◆ SOURCE DATA:
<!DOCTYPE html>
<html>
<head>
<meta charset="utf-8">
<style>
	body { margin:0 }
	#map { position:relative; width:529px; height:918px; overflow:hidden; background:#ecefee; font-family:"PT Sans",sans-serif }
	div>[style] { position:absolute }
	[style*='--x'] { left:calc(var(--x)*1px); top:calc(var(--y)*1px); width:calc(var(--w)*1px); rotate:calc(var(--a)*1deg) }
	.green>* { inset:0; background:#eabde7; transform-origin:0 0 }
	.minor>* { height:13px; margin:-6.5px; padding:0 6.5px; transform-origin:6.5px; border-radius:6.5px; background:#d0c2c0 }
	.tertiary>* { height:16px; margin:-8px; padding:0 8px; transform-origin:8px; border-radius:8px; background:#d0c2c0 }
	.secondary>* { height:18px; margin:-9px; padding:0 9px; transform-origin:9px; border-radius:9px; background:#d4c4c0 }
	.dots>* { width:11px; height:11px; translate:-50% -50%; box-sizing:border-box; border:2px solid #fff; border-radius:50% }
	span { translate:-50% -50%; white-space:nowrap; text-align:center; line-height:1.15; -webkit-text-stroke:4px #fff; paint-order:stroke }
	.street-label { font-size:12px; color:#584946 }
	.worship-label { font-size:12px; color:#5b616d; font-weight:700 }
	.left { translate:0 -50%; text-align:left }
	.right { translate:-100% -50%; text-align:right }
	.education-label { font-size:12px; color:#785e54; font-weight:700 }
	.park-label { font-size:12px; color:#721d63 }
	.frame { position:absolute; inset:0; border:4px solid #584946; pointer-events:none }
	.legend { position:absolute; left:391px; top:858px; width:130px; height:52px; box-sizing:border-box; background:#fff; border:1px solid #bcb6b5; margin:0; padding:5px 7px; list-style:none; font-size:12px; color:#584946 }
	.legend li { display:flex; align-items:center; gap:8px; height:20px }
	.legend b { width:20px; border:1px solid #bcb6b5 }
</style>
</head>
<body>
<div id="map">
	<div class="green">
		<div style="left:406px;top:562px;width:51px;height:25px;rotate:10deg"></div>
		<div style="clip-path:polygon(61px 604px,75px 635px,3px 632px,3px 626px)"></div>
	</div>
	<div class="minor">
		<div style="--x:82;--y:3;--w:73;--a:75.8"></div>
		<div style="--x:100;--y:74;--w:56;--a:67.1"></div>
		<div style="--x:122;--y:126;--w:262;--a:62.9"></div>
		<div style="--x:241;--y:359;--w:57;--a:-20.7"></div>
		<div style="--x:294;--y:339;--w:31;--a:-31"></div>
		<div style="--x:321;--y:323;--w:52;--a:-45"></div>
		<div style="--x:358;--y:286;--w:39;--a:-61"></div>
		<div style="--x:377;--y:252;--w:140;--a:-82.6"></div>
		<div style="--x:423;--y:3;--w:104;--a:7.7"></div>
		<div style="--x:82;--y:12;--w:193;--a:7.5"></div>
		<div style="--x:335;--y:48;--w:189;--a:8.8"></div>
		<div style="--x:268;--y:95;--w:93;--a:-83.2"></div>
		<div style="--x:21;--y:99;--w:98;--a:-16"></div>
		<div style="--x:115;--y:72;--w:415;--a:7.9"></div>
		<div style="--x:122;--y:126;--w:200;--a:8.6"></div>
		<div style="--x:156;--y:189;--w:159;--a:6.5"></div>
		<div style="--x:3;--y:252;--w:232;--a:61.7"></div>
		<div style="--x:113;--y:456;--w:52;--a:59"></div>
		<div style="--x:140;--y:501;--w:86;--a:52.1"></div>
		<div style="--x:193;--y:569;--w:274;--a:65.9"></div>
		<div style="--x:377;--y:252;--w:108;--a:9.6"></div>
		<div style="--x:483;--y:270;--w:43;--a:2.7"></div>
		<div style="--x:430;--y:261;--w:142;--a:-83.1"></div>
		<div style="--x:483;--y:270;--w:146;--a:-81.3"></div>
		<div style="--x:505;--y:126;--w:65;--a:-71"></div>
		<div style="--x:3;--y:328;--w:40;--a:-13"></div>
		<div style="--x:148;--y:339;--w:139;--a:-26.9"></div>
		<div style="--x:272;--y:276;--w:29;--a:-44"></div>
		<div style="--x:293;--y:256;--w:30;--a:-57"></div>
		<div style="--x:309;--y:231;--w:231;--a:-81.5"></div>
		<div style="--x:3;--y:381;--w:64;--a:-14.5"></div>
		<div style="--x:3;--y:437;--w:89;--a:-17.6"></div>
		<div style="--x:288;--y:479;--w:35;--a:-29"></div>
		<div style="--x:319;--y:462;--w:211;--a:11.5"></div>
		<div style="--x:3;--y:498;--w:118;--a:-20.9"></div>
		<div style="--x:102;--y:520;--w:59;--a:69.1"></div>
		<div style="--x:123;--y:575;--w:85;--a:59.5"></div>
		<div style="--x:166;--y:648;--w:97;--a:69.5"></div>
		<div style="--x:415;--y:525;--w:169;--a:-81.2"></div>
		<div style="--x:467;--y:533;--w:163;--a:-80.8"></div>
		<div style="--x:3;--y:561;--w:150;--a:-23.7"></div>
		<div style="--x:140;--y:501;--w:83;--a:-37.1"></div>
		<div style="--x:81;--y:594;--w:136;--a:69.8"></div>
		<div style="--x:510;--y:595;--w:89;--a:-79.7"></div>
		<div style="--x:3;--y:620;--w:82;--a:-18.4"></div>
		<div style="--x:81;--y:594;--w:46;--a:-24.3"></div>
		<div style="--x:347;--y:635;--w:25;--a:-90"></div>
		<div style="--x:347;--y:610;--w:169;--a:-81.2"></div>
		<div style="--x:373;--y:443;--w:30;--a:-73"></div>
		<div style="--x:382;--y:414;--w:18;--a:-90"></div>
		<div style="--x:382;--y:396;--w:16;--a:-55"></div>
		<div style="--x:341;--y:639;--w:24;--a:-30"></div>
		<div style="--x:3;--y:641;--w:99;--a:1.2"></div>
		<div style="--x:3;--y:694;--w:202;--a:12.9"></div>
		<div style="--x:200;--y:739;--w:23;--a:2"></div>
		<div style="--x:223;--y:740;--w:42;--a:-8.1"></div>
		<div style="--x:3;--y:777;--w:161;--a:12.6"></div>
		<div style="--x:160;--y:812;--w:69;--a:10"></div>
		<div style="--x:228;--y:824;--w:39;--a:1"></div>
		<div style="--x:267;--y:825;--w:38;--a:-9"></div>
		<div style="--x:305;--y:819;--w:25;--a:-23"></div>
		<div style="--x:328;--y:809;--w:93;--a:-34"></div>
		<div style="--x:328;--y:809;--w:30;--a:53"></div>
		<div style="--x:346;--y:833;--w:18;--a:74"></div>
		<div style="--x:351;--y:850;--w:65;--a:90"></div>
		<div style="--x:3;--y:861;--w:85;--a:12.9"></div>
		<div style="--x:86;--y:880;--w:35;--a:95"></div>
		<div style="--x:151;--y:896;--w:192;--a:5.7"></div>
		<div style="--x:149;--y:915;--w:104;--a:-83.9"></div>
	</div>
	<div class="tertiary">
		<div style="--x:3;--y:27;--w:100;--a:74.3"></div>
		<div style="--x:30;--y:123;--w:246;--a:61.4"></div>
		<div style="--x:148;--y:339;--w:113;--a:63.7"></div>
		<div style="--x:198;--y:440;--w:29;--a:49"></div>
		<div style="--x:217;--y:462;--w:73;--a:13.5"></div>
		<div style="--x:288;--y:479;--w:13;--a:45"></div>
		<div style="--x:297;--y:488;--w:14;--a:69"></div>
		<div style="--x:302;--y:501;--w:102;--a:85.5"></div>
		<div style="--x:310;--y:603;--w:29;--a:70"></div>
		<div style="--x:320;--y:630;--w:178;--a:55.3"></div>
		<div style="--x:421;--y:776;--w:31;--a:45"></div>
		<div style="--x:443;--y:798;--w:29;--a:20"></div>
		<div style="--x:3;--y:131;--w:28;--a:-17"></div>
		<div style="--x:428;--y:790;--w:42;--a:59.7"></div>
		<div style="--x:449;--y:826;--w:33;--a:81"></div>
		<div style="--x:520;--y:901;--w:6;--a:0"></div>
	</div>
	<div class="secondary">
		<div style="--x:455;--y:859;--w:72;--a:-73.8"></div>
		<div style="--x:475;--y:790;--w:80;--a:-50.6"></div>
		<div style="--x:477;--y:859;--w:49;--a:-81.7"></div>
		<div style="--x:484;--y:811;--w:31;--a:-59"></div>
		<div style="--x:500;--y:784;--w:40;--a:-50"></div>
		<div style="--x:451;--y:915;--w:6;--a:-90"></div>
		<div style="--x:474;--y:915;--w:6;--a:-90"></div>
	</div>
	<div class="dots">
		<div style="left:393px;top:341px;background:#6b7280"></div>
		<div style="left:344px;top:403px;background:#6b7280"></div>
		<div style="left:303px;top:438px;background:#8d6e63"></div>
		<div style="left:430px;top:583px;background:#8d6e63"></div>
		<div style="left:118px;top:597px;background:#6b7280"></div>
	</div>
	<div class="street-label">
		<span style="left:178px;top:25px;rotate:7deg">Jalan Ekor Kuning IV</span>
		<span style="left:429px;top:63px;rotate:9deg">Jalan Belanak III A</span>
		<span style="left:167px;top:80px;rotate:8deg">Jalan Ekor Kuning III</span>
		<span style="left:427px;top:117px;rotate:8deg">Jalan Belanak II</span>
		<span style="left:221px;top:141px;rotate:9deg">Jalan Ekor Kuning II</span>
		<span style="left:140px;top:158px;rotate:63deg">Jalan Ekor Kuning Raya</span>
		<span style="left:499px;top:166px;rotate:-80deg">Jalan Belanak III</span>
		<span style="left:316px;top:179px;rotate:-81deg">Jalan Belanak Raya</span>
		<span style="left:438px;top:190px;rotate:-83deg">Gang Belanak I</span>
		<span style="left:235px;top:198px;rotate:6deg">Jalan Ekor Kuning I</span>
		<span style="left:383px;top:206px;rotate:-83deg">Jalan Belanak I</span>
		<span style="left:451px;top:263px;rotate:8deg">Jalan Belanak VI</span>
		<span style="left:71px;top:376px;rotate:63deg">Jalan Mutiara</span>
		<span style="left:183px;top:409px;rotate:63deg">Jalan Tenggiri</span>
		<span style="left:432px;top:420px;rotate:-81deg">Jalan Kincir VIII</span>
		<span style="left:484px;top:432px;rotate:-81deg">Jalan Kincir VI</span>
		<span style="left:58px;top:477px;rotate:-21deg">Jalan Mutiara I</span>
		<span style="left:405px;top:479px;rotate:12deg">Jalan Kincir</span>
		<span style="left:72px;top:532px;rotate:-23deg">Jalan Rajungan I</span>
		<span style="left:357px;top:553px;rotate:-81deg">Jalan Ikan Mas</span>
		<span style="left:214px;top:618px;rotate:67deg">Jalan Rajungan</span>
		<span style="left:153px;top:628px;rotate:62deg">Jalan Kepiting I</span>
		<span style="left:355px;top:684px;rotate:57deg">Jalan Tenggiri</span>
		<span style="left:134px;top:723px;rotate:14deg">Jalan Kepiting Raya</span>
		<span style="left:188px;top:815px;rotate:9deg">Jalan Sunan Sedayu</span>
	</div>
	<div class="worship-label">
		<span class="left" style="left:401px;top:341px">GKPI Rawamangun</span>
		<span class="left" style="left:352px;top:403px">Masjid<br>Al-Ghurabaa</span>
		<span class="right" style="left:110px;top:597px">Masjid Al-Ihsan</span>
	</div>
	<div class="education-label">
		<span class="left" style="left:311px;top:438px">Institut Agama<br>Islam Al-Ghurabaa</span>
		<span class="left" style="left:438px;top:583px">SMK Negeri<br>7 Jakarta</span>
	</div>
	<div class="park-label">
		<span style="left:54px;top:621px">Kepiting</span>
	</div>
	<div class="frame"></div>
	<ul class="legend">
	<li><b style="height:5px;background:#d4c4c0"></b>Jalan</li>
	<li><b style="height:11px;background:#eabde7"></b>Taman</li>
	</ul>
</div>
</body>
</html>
...
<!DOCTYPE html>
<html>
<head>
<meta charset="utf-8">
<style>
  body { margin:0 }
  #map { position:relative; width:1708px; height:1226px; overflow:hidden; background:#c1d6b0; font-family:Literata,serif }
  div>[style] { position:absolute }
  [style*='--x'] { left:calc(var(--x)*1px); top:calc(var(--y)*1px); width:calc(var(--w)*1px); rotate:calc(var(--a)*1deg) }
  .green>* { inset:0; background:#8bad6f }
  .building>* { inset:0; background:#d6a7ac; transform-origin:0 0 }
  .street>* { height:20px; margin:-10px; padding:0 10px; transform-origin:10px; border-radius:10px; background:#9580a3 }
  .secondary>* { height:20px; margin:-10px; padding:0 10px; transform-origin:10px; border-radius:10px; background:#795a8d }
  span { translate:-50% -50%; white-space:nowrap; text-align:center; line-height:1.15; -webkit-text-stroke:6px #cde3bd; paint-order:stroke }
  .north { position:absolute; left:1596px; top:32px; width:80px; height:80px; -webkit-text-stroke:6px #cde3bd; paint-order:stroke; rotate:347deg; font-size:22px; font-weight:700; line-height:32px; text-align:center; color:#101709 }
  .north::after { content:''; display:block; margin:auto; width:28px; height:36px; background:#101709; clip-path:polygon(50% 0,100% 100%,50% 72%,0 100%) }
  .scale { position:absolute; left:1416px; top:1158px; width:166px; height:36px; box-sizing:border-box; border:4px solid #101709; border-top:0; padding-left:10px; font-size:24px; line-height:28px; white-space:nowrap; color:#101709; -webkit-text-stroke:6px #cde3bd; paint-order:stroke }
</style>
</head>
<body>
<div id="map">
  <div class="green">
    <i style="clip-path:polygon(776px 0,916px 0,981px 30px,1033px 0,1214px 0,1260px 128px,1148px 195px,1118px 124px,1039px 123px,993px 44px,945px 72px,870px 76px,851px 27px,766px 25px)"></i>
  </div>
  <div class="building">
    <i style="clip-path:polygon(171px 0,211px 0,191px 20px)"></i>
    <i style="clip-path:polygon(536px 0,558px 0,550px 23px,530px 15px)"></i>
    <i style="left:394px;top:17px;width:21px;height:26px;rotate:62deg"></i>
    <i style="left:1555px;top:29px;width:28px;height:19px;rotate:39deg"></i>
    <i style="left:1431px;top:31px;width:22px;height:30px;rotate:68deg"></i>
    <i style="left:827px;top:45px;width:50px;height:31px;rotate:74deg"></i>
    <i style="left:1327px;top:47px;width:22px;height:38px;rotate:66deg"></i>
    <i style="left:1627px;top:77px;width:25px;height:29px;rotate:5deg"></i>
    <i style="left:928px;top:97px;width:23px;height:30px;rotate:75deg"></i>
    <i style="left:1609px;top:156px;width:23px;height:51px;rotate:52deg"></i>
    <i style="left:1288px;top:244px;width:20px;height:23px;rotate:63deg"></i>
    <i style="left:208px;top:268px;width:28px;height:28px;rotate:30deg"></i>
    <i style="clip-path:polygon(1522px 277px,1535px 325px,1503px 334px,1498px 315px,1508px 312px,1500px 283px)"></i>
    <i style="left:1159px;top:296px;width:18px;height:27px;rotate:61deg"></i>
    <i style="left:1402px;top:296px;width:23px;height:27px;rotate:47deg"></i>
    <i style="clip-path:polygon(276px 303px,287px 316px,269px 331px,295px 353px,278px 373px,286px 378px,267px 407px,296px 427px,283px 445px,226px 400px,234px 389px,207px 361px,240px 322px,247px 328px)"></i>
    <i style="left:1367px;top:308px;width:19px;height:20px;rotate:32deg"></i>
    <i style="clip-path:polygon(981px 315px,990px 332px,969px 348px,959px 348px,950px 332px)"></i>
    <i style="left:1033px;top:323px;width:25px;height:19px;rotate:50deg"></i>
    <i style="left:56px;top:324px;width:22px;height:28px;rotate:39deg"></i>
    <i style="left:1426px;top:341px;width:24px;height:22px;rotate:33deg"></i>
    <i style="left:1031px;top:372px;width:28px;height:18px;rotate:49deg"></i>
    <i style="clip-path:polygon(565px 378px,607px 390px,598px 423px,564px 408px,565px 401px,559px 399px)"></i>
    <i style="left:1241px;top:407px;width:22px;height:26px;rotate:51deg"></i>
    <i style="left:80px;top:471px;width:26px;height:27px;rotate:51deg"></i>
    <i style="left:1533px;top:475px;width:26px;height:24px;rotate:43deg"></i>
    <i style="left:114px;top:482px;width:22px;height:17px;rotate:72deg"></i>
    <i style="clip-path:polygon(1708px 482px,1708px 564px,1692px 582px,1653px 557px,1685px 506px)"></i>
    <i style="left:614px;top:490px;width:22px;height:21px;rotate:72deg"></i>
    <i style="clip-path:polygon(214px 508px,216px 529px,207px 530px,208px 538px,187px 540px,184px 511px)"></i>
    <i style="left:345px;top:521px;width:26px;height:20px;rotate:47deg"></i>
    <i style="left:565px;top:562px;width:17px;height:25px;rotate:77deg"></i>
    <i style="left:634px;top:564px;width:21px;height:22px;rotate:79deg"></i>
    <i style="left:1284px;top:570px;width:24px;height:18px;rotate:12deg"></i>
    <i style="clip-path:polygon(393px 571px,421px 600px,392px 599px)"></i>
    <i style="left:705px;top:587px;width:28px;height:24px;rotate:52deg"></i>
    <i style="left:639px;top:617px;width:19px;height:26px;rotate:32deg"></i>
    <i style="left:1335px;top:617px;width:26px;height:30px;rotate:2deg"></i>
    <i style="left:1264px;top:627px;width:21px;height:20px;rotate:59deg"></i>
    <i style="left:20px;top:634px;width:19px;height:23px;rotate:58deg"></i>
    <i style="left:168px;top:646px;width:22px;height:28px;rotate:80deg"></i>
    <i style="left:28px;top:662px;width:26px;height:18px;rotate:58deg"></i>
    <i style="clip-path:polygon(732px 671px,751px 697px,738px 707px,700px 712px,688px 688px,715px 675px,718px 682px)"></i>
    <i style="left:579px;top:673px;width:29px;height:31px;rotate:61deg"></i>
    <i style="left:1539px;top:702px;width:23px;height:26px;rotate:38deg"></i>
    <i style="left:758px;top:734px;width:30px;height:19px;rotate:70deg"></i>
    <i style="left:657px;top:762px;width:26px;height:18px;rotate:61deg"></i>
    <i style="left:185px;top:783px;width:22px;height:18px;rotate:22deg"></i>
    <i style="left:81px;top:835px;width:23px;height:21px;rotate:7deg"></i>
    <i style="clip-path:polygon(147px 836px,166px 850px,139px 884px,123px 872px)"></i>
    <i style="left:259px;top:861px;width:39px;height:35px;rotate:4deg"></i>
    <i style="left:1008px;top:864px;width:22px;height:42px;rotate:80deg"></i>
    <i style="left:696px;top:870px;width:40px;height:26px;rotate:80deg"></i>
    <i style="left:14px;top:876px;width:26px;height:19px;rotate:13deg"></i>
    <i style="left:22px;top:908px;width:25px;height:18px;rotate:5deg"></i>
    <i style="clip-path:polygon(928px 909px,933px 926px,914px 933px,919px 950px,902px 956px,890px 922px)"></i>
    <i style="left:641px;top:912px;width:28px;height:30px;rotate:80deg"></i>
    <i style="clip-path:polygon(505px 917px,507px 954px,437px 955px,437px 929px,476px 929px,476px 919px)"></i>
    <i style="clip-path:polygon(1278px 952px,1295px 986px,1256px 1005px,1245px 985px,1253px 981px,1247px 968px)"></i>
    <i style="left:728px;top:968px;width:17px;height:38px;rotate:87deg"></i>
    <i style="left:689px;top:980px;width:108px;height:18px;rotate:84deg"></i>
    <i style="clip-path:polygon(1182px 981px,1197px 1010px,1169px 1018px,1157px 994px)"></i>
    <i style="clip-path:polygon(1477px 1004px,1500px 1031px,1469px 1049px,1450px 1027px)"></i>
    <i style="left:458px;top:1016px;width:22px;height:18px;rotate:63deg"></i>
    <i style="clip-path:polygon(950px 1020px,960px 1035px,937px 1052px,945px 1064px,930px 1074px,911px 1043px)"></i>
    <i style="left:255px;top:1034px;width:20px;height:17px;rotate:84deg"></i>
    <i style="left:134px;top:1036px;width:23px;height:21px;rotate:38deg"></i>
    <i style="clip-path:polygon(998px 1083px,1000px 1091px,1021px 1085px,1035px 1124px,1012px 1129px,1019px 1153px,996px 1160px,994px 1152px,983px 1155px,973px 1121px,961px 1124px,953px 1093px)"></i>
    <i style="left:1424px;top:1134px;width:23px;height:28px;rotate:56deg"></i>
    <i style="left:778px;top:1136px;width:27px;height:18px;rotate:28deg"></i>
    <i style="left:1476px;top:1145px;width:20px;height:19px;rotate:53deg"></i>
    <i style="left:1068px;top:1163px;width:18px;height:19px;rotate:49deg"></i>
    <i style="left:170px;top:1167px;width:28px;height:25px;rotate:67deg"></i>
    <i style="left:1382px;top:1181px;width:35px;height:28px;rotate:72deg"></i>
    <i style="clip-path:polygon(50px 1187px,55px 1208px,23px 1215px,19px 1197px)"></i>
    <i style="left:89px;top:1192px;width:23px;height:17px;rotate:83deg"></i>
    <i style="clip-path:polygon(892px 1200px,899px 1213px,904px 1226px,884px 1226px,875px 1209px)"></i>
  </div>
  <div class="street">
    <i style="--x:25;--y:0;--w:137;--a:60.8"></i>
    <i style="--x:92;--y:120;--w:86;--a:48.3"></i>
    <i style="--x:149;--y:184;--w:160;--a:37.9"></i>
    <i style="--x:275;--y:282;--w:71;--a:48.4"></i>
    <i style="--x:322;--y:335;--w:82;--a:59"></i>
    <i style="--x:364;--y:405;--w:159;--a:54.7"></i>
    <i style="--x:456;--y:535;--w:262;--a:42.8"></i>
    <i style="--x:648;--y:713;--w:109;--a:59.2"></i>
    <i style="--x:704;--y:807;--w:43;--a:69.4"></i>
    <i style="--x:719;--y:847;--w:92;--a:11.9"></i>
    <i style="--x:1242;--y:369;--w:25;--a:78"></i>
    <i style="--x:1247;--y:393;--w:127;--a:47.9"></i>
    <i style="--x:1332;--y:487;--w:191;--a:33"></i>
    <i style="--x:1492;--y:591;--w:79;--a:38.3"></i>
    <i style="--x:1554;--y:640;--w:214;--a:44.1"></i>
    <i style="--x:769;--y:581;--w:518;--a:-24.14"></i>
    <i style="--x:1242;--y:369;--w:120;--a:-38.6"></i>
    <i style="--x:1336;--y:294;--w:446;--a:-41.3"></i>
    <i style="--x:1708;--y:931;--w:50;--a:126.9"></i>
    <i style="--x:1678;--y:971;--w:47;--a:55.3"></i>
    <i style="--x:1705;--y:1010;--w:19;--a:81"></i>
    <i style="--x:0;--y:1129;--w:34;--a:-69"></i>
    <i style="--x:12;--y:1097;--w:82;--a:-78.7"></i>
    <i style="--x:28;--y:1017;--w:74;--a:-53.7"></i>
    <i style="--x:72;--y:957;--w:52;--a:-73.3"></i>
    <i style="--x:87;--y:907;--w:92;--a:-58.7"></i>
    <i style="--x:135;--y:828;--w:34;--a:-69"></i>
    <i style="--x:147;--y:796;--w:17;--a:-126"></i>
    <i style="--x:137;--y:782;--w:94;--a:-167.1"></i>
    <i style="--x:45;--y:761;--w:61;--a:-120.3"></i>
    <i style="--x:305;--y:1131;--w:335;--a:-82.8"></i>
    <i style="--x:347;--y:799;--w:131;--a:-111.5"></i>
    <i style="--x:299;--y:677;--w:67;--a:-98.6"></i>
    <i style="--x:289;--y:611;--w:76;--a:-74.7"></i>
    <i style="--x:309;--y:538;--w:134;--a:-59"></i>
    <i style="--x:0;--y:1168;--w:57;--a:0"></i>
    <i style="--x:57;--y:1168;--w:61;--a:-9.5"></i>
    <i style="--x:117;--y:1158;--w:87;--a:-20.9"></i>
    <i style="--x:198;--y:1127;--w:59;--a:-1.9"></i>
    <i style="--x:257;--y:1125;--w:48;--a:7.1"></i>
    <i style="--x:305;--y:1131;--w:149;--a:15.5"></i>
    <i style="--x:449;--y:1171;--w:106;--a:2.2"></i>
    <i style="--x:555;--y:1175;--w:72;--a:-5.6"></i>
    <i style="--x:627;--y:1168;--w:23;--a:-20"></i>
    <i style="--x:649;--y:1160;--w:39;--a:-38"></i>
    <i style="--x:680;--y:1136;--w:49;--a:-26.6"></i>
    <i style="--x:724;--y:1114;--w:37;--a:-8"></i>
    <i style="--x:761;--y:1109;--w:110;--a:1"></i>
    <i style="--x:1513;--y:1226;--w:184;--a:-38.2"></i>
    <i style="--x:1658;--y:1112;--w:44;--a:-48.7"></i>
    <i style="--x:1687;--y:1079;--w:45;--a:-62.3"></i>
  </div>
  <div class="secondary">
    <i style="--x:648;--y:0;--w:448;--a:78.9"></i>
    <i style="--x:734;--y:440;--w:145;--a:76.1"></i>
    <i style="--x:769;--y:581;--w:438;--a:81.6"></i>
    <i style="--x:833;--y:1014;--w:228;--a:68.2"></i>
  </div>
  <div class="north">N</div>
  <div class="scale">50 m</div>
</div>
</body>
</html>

◆ ACTION ITEM:
Given the records above, return exactly the lines starting at the line containing "inset:0; background:#d6a7ac; transform-origin:0" and ending at the line containing "position:absolute; left:1596px; top:32px;", including both.

◆ EXERCISE ANSWER:
  .building>* { inset:0; background:#d6a7ac; transform-origin:0 0 }
  .street>* { height:20px; margin:-10px; padding:0 10px; transform-origin:10px; border-radius:10px; background:#9580a3 }
  .secondary>* { height:20px; margin:-10px; padding:0 10px; transform-origin:10px; border-radius:10px; background:#795a8d }
  span { translate:-50% -50%; white-space:nowrap; text-align:center; line-height:1.15; -webkit-text-stroke:6px #cde3bd; paint-order:stroke }
  .north { position:absolute; left:1596px; top:32px; width:80px; height:80px; -webkit-text-stroke:6px #cde3bd; paint-order:stroke; rotate:347deg; font-size:22px; font-weight:700; line-height:32px; text-align:center; color:#101709 }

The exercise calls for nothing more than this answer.